Activity -
For the string "absolute", find every matching line in the records and copy it.

Available records -

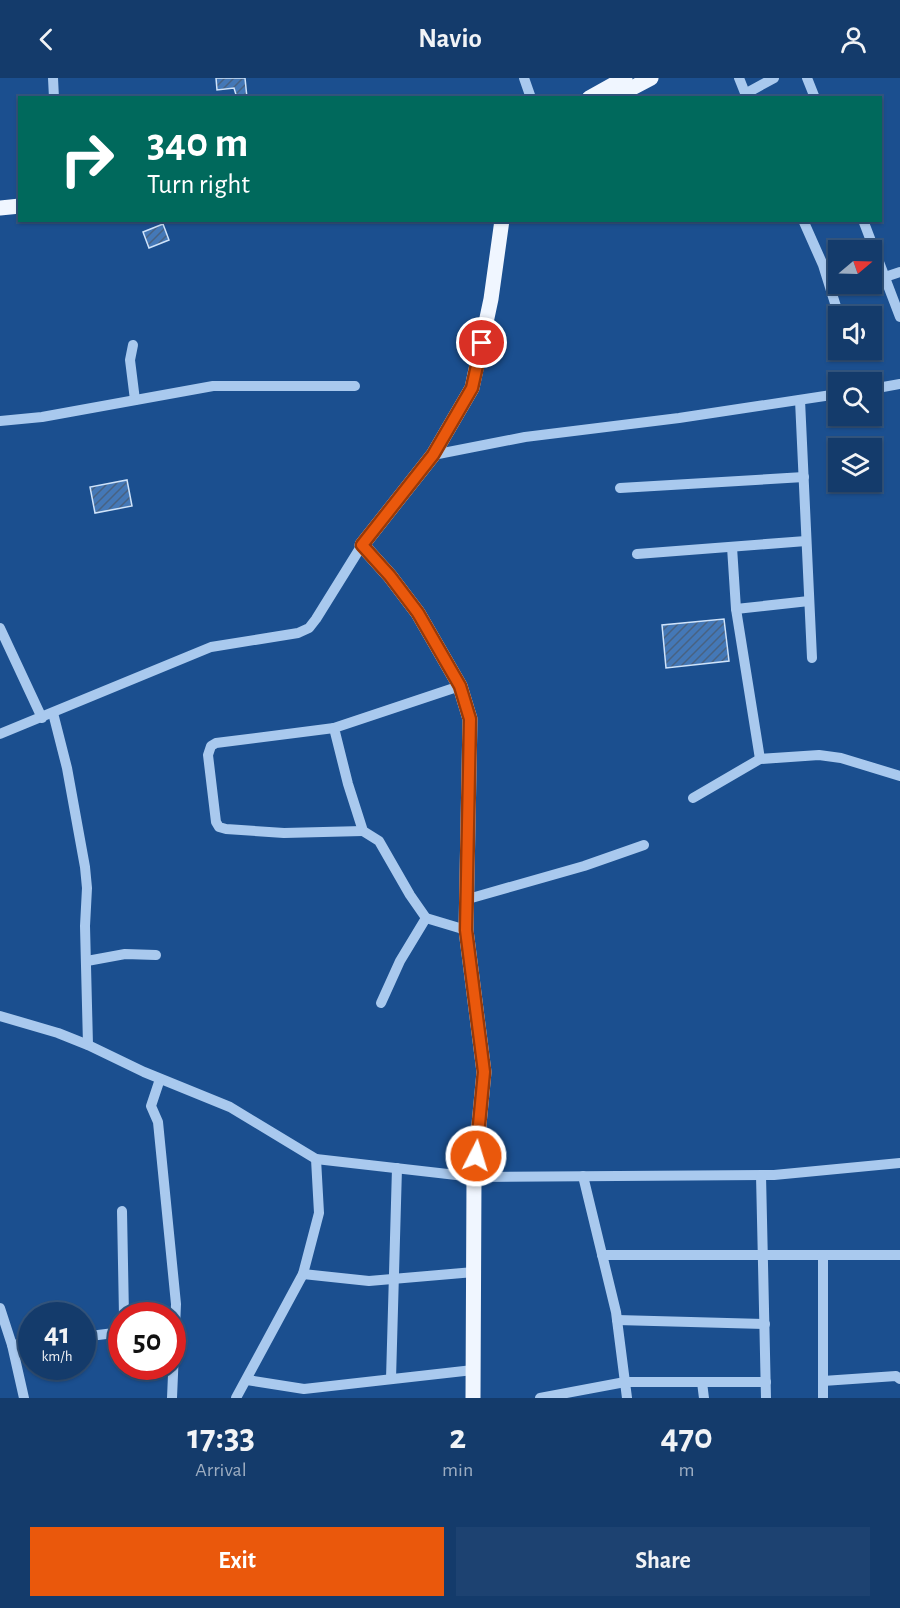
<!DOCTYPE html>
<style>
:root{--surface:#143b6b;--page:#1d4271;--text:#f1f3f6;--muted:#9dadc1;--line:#33557e;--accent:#ea580c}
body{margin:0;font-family:"Alegreya Sans",sans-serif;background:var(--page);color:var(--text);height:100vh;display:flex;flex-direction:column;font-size:22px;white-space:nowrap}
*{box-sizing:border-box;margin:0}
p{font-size:20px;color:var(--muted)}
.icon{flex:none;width:33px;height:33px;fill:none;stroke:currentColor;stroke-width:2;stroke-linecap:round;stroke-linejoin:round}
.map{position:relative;height:1320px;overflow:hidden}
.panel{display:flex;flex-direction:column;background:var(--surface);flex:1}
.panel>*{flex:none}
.hud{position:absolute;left:18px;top:18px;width:864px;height:126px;border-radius:0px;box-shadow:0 2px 4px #0004,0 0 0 2px var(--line);background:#00695c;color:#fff;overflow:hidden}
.needle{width:39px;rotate:71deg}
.tools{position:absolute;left:828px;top:162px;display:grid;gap:12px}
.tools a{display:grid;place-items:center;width:54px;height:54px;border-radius:0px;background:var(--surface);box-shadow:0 2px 4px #0004,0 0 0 2px var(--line);font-size:30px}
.speed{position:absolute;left:18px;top:1224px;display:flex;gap:12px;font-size:30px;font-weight:700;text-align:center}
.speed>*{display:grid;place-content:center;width:78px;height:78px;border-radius:50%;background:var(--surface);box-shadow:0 2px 4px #0004,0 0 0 2px var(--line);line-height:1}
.speed small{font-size:15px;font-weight:400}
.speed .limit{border:9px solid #d22;background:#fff;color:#111}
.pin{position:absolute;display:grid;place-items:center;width:51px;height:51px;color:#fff;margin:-26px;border:3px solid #fff;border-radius:50%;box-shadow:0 2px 6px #0007}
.me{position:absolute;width:66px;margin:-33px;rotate:5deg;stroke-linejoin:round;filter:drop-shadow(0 0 4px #0008)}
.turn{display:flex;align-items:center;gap:21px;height:126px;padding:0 30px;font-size:27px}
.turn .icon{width:78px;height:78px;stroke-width:2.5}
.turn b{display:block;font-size:42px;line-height:51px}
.eta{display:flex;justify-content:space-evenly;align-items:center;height:102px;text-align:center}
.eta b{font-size:36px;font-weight:700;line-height:42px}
.primary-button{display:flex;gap:12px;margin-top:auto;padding:12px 30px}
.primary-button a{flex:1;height:69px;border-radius:0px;background:var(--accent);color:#fff;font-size:24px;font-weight:700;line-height:69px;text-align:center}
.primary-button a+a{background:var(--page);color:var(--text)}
header{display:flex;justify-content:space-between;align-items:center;height:78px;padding:0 30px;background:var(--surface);font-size:27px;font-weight:700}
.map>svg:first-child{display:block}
.building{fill:url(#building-hatch);stroke:#cfe3fa;stroke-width:1.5}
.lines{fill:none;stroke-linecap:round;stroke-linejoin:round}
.minor{stroke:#a9c9ee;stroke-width:10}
.major{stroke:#f0f6ff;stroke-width:15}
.route-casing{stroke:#983908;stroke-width:15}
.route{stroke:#ea580c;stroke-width:10}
</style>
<header><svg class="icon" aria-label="back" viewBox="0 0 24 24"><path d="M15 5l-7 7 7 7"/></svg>Navio<svg class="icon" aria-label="person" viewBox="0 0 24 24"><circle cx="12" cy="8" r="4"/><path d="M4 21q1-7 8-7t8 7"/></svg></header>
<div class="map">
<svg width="900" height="1320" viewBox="0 0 900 1320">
<defs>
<pattern id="building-hatch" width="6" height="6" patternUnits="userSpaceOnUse" patternTransform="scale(1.5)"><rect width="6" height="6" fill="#4478b7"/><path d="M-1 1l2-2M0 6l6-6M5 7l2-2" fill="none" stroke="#486282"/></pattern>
</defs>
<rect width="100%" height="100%" fill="#1b4f8f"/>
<!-- building -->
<g class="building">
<polygon points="216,0 245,0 247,20 237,20 234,10 217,12"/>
<polygon points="163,146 169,162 149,170 143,154"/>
<polygon points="127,402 132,428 95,435 90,409"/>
<polygon points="724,541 729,583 666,590 662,547"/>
</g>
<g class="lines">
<!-- minor -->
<g class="minor">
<polyline points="53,0 54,20"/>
<polyline points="524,0 531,20"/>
<polyline points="739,0 747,20"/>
<polyline points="807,0 815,20"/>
<polyline points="745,16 774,0"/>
<polyline points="803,142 823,187 839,238"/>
<polyline points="863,142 900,239"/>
<polyline points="885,199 900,194"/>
<polyline points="133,267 130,282 135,322"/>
<polyline points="872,311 900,306"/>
<polyline points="800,322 812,580"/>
<polyline points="0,343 42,339 213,308 355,308"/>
<polyline points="433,377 525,359 679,340 838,316"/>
<polyline points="620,410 804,399"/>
<polyline points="732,469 736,531 760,681"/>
<polyline points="637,476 806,463"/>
<polyline points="736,531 809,523"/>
<polyline points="0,550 42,640"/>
<polyline points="460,608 334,650 348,706 363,753 379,763 410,817 426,840 466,852"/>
<polyline points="53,635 67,690 85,789 87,810 85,848 88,967"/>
<polyline points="334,650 216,665 211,668 208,677 216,744 219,749 226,751 284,755 363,753"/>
<polyline points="0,656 211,569 298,555 309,550 316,541 362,467"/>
<polyline points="693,720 760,681 819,677 841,680 900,698"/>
<polyline points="468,821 584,788 644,767"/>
<polyline points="87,883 125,876 156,877"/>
<polyline points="381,925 400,883 426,840"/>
<polyline points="0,938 58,955 88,967 144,994 230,1029 316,1081 319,1135 303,1196 236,1320"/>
<polyline points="160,1001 151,1028 158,1044 176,1226 172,1320"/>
<polyline points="316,1081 474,1099 774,1097 900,1085"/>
<polyline points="761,1097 766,1320"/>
<polyline points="583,1098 616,1234 627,1320"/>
<polyline points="122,1133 124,1238"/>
<polyline points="602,1177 900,1177"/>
<polyline points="823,1177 823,1320"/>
<polyline points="303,1196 369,1203 474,1194"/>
<polyline points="0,1230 12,1267"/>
<polyline points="617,1242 765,1246"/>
<polyline points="82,1259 122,1254"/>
<polyline points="391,1301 397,1090"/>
<polyline points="247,1302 304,1311 473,1292"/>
<polyline points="823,1303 896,1298 900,1301"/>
<polyline points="702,1304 704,1320"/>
<polyline points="24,1320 12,1267 32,1265"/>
<polyline points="540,1320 625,1304 766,1304"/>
</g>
<!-- major -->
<g class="major">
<polyline points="589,20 625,0"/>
<polyline points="613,20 651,0"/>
<polyline points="0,130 20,128"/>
<polyline points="473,1320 474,1099 484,994 466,852 470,641 460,608 418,535 390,498 362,467 433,377 472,310 491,221 502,142"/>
</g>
</g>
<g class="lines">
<!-- route casing -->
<g class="route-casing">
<polyline id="route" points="476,1078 484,994 466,852 470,641 460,608 418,535 390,498 362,467 433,377 472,310 482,265"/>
</g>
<!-- route -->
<use href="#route" class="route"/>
</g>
</svg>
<div class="tools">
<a><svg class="needle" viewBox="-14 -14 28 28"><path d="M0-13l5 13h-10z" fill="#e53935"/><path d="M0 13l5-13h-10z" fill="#9dadc1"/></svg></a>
<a><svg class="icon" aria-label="sound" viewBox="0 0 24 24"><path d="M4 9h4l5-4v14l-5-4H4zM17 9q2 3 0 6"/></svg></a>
<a><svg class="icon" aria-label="search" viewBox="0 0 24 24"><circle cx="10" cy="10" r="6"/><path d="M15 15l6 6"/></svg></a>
<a><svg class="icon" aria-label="layers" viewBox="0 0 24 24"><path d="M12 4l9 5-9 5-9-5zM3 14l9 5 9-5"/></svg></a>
</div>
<div class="speed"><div>41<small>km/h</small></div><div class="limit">50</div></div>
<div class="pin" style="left:482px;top:265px;background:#d93025"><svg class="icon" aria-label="arrive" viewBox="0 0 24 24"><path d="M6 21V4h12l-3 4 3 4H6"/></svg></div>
<svg class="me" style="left:476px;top:1078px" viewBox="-20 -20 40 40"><circle r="17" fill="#ea580c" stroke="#fff" stroke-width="3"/><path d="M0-11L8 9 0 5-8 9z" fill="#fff"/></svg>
<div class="hud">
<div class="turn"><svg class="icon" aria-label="right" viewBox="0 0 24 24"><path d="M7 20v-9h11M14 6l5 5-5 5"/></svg><div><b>340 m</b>Turn right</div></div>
</div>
</div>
<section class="panel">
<div class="eta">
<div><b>17:33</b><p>Arrival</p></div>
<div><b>2</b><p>min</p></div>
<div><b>470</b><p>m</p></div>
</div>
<div class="primary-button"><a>Exit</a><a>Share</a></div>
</section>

Answer -
.hud{position:absolute;left:18px;top:18px;width:864px;height:126px;border-radius:0px;box-shadow:0 2px 4px #0004,0 0 0 2px var(--line);background:#00695c;color:#fff;overflow:hidden}
.tools{position:absolute;left:828px;top:162px;display:grid;gap:12px}
.speed{position:absolute;left:18px;top:1224px;display:flex;gap:12px;font-size:30px;font-weight:700;text-align:center}
.pin{position:absolute;display:grid;place-items:center;width:51px;height:51px;color:#fff;margin:-26px;border:3px solid #fff;border-radius:50%;box-shadow:0 2px 6px #0007}
.me{position:absolute;width:66px;margin:-33px;rotate:5deg;stroke-linejoin:round;filter:drop-shadow(0 0 4px #0008)}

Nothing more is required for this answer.